(EXERCISE DIRECTIONS) Using the listing below, return every line that includes "TERCERA".

[LISTED ENTRIES — start]

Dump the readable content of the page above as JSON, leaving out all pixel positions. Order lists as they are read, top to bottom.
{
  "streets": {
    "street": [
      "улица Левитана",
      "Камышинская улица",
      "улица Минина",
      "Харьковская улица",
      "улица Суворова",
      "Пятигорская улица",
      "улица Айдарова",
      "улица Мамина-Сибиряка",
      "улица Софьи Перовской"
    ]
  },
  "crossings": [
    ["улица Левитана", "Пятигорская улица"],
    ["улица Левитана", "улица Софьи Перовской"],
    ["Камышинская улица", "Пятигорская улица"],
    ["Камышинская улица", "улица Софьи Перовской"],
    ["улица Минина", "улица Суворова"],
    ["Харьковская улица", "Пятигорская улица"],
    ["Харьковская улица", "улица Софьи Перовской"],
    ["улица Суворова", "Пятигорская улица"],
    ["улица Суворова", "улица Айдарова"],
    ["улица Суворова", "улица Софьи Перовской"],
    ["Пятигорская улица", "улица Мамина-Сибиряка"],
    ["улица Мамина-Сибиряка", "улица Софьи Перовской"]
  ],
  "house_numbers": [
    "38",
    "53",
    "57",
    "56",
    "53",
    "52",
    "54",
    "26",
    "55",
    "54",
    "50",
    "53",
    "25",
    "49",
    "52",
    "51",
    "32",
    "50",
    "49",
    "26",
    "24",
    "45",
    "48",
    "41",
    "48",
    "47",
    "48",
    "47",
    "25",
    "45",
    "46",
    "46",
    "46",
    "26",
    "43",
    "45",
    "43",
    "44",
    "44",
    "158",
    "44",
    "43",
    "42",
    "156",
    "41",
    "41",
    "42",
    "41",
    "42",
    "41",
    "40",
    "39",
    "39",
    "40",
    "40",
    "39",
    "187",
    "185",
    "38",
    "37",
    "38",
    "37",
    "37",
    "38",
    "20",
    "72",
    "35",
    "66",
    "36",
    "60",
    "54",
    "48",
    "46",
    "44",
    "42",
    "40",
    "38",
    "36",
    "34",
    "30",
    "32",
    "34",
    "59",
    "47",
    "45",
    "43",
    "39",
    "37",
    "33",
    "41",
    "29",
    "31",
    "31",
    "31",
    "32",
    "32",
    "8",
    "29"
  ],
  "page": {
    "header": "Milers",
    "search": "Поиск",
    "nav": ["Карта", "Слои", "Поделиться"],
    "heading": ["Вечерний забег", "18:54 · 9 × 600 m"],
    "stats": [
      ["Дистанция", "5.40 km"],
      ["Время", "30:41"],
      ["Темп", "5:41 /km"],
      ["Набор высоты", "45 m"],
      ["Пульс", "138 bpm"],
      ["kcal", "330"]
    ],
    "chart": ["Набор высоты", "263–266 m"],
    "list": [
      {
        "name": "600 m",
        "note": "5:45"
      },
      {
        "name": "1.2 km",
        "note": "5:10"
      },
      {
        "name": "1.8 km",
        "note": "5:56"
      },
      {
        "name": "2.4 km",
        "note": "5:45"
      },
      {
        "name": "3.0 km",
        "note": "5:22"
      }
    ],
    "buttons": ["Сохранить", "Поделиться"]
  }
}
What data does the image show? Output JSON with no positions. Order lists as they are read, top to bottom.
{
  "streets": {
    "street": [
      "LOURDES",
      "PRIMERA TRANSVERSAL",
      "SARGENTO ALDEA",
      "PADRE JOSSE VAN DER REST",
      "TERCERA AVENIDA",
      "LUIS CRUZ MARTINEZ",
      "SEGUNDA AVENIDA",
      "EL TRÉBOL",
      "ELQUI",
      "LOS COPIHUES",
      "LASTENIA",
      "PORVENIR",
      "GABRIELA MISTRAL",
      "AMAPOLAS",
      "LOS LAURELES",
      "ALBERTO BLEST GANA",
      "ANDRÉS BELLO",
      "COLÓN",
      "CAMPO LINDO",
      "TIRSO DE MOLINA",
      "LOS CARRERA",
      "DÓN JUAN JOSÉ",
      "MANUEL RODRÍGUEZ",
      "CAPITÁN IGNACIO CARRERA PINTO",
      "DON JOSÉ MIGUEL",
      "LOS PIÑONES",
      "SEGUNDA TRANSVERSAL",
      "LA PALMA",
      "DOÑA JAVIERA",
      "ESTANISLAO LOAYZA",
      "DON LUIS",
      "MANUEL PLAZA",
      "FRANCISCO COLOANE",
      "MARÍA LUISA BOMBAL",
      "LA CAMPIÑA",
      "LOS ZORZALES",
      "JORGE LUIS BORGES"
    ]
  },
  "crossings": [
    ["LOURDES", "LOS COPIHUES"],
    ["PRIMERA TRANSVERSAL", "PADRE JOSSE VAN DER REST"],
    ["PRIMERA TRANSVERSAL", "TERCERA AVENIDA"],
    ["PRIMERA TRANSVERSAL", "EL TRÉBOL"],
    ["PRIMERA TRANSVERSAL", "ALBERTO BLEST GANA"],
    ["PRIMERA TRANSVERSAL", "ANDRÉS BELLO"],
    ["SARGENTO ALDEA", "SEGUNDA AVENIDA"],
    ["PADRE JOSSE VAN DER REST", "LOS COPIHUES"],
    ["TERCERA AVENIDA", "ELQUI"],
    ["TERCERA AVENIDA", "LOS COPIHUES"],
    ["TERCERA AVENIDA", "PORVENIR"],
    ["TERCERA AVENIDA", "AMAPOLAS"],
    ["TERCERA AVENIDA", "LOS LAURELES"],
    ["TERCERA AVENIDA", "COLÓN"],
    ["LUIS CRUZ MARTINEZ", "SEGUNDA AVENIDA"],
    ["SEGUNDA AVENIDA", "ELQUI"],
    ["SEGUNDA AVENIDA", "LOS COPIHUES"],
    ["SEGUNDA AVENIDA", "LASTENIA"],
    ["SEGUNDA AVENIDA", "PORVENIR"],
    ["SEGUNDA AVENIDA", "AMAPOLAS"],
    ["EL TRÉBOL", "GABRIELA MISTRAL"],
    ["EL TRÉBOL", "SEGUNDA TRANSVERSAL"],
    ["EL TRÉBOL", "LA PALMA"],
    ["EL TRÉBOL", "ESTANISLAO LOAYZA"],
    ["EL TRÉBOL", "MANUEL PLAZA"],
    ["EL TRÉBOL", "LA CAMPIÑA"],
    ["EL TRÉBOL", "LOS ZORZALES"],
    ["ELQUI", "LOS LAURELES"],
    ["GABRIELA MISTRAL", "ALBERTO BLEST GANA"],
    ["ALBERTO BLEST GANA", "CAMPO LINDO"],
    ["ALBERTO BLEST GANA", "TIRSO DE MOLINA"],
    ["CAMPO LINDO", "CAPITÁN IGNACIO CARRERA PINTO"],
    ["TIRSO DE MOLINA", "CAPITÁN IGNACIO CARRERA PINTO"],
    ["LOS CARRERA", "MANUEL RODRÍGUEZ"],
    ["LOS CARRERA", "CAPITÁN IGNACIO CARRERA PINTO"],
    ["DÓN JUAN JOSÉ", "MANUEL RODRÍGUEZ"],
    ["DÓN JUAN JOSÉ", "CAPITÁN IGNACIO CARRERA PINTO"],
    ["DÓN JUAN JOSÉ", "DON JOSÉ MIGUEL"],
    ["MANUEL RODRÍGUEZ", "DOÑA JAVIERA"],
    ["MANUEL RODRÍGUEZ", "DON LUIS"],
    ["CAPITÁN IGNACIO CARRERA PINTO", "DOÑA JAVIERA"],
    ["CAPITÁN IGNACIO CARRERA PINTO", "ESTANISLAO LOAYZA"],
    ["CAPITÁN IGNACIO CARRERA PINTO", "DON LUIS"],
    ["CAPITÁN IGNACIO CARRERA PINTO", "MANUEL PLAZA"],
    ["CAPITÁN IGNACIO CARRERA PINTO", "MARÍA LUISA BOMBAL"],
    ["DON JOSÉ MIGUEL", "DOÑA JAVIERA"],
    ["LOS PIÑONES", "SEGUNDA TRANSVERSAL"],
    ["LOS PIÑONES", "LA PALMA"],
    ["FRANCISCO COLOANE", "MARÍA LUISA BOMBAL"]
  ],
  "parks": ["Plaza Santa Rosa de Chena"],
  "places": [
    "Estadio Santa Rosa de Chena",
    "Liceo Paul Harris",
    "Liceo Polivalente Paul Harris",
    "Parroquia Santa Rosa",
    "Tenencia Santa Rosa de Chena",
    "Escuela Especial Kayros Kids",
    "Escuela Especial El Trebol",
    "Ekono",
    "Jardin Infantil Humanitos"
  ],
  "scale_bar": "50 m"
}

[LISTED ENTRIES — finish]

(EXERCISE RESULT)
      "TERCERA AVENIDA",
    ["PRIMERA TRANSVERSAL", "TERCERA AVENIDA"],
    ["TERCERA AVENIDA", "ELQUI"],
    ["TERCERA AVENIDA", "LOS COPIHUES"],
    ["TERCERA AVENIDA", "PORVENIR"],
    ["TERCERA AVENIDA", "AMAPOLAS"],
    ["TERCERA AVENIDA", "LOS LAURELES"],
    ["TERCERA AVENIDA", "COLÓN"],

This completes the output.